» **WHAT IS NEEDED**: Below are the records; give again exactly the line with "M224 464 268", the line with "M477 196V199L319 282 0 441V435L315 280Z", and each line that lies between them, and nothing besides.

[Stored data]
---

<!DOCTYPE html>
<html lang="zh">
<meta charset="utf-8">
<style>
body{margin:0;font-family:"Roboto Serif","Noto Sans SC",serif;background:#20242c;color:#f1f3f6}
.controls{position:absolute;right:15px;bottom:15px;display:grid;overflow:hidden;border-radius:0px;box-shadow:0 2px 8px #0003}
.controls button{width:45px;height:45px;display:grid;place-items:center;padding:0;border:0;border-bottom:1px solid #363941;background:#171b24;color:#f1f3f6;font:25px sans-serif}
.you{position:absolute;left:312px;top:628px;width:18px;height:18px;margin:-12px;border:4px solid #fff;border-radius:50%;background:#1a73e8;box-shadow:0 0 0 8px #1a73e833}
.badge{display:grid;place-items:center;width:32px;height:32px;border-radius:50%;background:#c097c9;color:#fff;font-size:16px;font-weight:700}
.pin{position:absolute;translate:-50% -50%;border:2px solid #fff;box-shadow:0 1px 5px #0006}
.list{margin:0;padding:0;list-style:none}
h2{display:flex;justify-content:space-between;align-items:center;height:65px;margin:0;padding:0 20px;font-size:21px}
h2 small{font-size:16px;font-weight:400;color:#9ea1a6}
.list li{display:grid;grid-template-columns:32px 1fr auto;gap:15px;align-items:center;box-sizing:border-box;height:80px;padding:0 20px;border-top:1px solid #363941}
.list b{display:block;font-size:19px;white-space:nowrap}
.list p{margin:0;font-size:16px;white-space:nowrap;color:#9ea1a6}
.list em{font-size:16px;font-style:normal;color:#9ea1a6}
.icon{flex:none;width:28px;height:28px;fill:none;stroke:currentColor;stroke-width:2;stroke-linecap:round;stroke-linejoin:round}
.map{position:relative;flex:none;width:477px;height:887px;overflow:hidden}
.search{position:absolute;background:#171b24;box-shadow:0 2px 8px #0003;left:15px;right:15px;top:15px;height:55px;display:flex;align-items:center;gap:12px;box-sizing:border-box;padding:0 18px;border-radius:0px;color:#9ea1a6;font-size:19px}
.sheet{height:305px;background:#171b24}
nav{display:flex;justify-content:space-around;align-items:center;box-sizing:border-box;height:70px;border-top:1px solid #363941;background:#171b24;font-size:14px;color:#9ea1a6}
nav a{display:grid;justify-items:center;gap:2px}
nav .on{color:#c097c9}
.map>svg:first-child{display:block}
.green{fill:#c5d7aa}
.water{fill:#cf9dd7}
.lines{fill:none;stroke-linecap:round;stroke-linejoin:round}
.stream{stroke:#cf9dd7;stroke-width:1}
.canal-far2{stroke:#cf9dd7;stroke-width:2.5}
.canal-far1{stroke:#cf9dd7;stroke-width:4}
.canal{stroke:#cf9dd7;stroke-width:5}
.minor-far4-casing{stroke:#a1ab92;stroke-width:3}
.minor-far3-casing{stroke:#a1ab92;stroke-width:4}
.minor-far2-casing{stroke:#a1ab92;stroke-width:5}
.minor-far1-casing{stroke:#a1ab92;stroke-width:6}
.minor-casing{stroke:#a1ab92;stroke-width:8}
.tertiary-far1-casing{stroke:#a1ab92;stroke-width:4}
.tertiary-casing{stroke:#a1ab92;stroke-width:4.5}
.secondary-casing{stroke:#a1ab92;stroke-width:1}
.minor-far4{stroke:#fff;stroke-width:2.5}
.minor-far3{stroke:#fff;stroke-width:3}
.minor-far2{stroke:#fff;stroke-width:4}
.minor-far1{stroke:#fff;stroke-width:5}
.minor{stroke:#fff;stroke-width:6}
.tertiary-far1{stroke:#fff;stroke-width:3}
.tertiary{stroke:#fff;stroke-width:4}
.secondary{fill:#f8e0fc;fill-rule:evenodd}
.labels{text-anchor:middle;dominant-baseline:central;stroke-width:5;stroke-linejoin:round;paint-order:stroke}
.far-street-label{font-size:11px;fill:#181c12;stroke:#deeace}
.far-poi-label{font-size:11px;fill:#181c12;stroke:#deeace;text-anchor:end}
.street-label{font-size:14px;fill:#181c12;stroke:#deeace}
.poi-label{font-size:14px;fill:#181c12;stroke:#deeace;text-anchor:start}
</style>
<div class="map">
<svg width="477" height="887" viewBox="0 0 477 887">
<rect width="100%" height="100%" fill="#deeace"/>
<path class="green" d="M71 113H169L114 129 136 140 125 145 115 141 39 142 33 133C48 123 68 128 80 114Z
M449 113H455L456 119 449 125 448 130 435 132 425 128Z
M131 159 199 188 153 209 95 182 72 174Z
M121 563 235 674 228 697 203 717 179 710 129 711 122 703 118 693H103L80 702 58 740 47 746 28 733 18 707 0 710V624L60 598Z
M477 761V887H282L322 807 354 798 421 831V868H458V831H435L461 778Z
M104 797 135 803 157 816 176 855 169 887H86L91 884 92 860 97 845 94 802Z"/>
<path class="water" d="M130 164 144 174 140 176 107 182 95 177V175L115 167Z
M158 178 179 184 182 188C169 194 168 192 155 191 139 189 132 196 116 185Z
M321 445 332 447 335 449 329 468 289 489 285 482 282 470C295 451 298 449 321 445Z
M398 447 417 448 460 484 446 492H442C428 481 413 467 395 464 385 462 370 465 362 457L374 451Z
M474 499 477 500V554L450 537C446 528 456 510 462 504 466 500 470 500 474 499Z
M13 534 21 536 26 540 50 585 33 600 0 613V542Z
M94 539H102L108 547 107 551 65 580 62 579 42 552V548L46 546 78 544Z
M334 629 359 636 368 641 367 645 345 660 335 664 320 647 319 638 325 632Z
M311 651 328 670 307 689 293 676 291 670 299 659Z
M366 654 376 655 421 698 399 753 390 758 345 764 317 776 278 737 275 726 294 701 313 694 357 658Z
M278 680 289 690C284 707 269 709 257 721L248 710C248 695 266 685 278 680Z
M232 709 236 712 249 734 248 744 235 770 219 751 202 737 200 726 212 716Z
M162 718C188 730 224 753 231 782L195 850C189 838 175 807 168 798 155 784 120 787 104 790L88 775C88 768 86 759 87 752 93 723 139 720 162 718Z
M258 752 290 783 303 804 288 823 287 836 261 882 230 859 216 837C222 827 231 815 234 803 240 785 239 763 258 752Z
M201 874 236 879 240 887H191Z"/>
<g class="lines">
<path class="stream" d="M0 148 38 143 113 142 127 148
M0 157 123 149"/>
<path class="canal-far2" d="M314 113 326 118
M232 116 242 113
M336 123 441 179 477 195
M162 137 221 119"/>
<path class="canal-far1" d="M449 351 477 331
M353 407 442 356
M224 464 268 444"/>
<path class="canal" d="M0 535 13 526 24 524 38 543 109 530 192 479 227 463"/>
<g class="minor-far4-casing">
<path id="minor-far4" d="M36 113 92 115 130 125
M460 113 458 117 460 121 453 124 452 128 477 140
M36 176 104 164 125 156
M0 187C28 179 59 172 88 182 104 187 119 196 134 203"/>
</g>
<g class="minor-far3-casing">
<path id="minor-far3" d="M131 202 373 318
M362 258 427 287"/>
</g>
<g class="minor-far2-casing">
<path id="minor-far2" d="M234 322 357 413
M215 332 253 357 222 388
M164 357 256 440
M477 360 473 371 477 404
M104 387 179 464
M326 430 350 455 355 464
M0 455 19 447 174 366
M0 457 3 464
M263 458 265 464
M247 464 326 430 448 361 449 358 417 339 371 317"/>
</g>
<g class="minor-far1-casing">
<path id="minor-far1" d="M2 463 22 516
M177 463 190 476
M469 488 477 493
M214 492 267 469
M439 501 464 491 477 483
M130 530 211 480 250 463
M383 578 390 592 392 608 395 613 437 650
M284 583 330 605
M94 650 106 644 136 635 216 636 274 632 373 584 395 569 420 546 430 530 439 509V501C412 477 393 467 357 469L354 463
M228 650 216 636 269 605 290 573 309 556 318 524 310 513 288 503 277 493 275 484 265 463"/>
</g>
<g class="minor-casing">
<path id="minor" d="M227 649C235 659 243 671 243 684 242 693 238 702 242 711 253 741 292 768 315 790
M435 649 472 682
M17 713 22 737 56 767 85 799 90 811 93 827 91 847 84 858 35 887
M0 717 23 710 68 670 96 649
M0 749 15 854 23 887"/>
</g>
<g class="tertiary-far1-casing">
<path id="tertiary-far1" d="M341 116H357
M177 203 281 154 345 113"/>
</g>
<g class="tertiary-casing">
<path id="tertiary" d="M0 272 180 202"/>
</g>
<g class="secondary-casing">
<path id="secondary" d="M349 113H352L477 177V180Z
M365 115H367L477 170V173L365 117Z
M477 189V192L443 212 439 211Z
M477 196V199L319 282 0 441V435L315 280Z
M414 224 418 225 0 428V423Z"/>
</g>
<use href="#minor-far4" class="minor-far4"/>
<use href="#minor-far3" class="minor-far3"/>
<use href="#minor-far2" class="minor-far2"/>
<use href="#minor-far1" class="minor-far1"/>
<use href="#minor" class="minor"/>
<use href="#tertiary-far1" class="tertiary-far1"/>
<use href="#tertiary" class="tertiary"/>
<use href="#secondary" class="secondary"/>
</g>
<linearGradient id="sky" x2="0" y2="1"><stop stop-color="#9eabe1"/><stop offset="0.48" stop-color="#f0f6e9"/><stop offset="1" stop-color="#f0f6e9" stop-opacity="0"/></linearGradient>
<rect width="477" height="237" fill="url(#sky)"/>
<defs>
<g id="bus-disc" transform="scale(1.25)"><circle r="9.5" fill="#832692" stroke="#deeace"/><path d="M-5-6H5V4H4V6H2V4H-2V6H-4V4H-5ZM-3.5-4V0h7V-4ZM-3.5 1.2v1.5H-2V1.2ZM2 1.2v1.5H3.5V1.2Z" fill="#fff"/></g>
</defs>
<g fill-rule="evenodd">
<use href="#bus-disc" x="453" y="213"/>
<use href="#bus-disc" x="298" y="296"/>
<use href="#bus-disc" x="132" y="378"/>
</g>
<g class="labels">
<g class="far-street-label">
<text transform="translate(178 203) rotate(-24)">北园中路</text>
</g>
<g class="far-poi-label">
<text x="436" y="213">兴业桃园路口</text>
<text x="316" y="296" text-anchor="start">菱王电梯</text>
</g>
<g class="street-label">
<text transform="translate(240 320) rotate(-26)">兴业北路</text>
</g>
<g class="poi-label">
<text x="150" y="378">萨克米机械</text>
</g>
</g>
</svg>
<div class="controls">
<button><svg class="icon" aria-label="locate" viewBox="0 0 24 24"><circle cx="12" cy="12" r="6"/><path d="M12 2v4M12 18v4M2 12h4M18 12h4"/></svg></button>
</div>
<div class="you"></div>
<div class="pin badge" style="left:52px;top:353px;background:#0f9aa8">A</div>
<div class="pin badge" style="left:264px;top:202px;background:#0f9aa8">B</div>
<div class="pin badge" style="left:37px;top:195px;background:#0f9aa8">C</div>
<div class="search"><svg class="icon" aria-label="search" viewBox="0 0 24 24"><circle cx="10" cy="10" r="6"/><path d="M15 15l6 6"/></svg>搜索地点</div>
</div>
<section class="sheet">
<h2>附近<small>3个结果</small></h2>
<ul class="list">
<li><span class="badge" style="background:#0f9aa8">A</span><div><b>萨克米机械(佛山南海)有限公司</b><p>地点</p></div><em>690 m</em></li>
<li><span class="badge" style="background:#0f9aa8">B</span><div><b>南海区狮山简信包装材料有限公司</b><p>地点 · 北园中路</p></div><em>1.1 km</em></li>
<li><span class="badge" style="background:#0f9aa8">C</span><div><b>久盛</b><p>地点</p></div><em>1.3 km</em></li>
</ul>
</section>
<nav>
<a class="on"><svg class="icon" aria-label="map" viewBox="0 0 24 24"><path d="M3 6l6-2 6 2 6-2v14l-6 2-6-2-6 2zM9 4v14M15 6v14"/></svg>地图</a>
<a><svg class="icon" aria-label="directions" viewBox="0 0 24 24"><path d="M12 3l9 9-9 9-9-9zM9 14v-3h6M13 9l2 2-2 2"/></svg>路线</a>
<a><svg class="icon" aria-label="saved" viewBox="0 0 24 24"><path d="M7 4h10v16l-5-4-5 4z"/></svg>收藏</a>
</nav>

---

» **EXERCISE RESPONSE**:
M224 464 268 444"/>
<path class="canal" d="M0 535 13 526 24 524 38 543 109 530 192 479 227 463"/>
<g class="minor-far4-casing">
<path id="minor-far4" d="M36 113 92 115 130 125
M460 113 458 117 460 121 453 124 452 128 477 140
M36 176 104 164 125 156
M0 187C28 179 59 172 88 182 104 187 119 196 134 203"/>
</g>
<g class="minor-far3-casing">
<path id="minor-far3" d="M131 202 373 318
M362 258 427 287"/>
</g>
<g class="minor-far2-casing">
<path id="minor-far2" d="M234 322 357 413
M215 332 253 357 222 388
M164 357 256 440
M477 360 473 371 477 404
M104 387 179 464
M326 430 350 455 355 464
M0 455 19 447 174 366
M0 457 3 464
M263 458 265 464
M247 464 326 430 448 361 449 358 417 339 371 317"/>
</g>
<g class="minor-far1-casing">
<path id="minor-far1" d="M2 463 22 516
M177 463 190 476
M469 488 477 493
M214 492 267 469
M439 501 464 491 477 483
M130 530 211 480 250 463
M383 578 390 592 392 608 395 613 437 650
M284 583 330 605
M94 650 106 644 136 635 216 636 274 632 373 584 395 569 420 546 430 530 439 509V501C412 477 393 467 357 469L354 463
M228 650 216 636 269 605 290 573 309 556 318 524 310 513 288 503 277 493 275 484 265 463"/>
</g>
<g class="minor-casing">
<path id="minor" d="M227 649C235 659 243 671 243 684 242 693 238 702 242 711 253 741 292 768 315 790
M435 649 472 682
M17 713 22 737 56 767 85 799 90 811 93 827 91 847 84 858 35 887
M0 717 23 710 68 670 96 649
M0 749 15 854 23 887"/>
</g>
<g class="tertiary-far1-casing">
<path id="tertiary-far1" d="M341 116H357
M177 203 281 154 345 113"/>
</g>
<g class="tertiary-casing">
<path id="tertiary" d="M0 272 180 202"/>
</g>
<g class="secondary-casing">
<path id="secondary" d="M349 113H352L477 177V180Z
M365 115H367L477 170V173L365 117Z
M477 189V192L443 212 439 211Z
M477 196V199L319 282 0 441V435L315 280Z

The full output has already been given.